┌──

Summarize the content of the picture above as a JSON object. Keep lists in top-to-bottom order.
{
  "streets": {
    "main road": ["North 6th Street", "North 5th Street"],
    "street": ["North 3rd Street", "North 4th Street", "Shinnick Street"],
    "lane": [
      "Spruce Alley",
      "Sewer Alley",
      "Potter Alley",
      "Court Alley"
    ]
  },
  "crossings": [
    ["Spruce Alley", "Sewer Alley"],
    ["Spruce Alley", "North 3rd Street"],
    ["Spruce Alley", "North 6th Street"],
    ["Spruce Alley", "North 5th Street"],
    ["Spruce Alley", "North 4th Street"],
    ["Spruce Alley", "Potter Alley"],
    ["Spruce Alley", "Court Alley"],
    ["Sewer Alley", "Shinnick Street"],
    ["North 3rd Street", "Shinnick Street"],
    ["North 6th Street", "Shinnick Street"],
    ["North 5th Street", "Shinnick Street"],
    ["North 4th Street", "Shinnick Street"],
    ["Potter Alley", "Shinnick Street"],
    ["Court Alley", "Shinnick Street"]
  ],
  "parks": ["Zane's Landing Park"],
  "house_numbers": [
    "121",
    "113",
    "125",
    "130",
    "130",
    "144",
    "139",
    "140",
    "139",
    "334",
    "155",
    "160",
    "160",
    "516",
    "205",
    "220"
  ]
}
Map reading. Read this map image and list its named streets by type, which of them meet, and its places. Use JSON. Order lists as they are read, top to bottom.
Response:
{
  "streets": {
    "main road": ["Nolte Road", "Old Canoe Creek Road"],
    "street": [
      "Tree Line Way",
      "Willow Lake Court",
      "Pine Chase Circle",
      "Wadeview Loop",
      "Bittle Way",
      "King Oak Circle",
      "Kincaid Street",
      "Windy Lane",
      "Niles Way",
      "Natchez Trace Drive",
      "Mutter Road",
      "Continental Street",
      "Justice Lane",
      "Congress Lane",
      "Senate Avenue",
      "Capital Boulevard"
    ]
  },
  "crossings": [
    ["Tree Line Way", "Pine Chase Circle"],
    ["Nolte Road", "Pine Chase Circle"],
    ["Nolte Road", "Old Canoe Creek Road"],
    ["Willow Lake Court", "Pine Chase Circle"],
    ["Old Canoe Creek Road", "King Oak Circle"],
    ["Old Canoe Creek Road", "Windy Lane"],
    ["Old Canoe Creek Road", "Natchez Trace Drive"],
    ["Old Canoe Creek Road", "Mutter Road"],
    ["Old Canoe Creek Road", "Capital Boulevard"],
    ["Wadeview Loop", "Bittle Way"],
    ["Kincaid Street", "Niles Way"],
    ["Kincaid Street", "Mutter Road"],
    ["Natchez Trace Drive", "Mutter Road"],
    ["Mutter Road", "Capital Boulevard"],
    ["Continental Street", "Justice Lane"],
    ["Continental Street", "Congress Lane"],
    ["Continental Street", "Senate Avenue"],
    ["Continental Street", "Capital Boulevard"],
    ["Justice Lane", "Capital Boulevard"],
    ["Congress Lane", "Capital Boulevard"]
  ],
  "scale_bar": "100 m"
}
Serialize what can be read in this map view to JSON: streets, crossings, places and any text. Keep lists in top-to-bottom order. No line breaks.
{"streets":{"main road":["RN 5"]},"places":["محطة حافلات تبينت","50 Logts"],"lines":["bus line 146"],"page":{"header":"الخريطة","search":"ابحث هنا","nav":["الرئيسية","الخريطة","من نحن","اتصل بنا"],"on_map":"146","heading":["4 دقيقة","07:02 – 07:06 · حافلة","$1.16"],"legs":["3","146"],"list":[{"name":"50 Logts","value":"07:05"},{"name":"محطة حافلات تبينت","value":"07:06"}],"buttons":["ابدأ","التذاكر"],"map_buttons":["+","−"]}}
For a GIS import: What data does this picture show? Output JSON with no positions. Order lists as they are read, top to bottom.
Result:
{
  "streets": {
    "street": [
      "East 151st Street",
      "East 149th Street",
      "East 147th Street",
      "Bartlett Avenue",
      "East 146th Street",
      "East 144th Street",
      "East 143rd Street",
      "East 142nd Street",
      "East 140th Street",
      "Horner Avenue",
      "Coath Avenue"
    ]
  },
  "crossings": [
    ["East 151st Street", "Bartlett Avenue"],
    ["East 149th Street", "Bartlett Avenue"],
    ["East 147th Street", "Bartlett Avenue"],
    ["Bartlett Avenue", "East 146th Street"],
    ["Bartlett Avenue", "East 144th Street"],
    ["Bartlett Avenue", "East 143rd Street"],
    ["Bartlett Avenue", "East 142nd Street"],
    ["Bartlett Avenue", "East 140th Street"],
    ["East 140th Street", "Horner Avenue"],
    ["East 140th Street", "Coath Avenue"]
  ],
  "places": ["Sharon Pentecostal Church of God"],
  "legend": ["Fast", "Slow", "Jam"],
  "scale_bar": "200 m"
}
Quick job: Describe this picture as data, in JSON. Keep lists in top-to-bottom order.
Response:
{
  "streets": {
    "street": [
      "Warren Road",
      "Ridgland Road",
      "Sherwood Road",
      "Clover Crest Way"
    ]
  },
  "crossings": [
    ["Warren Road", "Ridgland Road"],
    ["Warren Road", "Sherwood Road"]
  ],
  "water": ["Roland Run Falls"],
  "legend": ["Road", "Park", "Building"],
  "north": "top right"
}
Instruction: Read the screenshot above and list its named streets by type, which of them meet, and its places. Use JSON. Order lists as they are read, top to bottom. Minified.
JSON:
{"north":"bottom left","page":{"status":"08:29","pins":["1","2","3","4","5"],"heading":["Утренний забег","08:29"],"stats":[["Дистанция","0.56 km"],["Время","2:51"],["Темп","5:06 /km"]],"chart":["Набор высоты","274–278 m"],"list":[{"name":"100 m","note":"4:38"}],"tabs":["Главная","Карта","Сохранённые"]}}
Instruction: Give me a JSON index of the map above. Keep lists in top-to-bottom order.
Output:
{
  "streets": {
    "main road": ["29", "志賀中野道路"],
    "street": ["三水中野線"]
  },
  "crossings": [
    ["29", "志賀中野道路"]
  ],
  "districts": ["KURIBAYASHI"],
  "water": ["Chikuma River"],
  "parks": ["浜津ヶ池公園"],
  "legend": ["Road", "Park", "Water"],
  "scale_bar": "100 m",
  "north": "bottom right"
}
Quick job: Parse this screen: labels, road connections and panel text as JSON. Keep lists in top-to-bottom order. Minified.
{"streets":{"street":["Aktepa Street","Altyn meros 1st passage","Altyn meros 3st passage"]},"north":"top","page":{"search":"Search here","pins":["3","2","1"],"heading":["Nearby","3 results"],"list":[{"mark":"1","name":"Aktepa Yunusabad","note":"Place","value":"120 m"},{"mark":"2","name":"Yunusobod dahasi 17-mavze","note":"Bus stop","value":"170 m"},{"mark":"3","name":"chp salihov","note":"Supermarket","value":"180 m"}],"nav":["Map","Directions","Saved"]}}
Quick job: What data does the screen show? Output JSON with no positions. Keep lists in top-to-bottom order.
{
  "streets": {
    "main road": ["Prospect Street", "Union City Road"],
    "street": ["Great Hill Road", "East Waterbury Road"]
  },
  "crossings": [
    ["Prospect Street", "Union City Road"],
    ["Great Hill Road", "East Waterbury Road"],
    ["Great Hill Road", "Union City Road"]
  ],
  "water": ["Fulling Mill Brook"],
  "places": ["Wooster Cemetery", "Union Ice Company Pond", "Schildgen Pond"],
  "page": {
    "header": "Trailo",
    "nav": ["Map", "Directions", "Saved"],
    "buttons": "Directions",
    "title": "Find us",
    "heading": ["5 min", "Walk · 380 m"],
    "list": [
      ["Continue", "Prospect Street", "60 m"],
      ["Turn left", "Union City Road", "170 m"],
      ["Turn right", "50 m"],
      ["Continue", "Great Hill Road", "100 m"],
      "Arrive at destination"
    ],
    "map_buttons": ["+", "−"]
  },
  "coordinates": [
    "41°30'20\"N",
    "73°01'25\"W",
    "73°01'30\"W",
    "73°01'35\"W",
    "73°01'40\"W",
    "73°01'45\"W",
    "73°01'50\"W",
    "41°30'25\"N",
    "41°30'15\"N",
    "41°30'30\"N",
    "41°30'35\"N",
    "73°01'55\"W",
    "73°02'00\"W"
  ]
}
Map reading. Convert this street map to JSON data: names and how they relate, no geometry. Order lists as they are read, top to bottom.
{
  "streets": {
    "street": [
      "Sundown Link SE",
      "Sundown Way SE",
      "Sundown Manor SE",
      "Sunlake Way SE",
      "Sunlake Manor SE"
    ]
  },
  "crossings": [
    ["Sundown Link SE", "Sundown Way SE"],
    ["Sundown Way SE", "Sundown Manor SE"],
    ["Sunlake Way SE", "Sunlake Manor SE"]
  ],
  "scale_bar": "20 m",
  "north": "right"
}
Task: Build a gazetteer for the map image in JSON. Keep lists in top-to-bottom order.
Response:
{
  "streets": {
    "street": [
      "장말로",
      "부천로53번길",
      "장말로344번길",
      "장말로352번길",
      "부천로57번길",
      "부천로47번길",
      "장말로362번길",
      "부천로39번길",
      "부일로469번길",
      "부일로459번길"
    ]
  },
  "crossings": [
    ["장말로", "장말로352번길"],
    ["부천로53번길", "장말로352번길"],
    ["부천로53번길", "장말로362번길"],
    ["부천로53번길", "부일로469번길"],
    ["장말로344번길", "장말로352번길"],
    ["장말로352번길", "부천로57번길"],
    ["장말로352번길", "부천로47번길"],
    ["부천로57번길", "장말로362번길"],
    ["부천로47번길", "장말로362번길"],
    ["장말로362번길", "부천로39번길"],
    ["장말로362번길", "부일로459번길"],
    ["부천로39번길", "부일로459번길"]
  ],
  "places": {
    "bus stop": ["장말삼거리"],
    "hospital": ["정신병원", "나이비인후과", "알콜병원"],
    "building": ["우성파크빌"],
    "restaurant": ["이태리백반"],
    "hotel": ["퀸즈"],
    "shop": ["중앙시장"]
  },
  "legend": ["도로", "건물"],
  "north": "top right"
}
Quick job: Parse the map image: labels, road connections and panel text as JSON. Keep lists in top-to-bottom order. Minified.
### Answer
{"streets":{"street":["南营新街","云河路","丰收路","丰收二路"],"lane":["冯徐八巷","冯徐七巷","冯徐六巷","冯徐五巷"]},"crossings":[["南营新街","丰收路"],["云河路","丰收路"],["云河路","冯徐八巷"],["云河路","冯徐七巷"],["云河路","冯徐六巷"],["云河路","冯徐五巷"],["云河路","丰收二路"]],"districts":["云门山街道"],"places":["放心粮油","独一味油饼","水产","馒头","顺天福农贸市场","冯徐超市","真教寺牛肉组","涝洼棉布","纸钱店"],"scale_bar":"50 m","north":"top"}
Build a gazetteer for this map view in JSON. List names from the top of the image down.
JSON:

└──

■ **TASK GOAL**
Across the records above, return every line that contains the word "type".

■ **SOLUTION FOR THIS PROBLEM**
Map reading. Read this map image and list its named streets by type, which of them meet, and its places. Use JSON. Order lists as they are read, top to bottom.
Instruction: Read the screenshot above and list its named streets by type, which of them meet, and its places. Use JSON. Order lists as they are read, top to bottom. Minified.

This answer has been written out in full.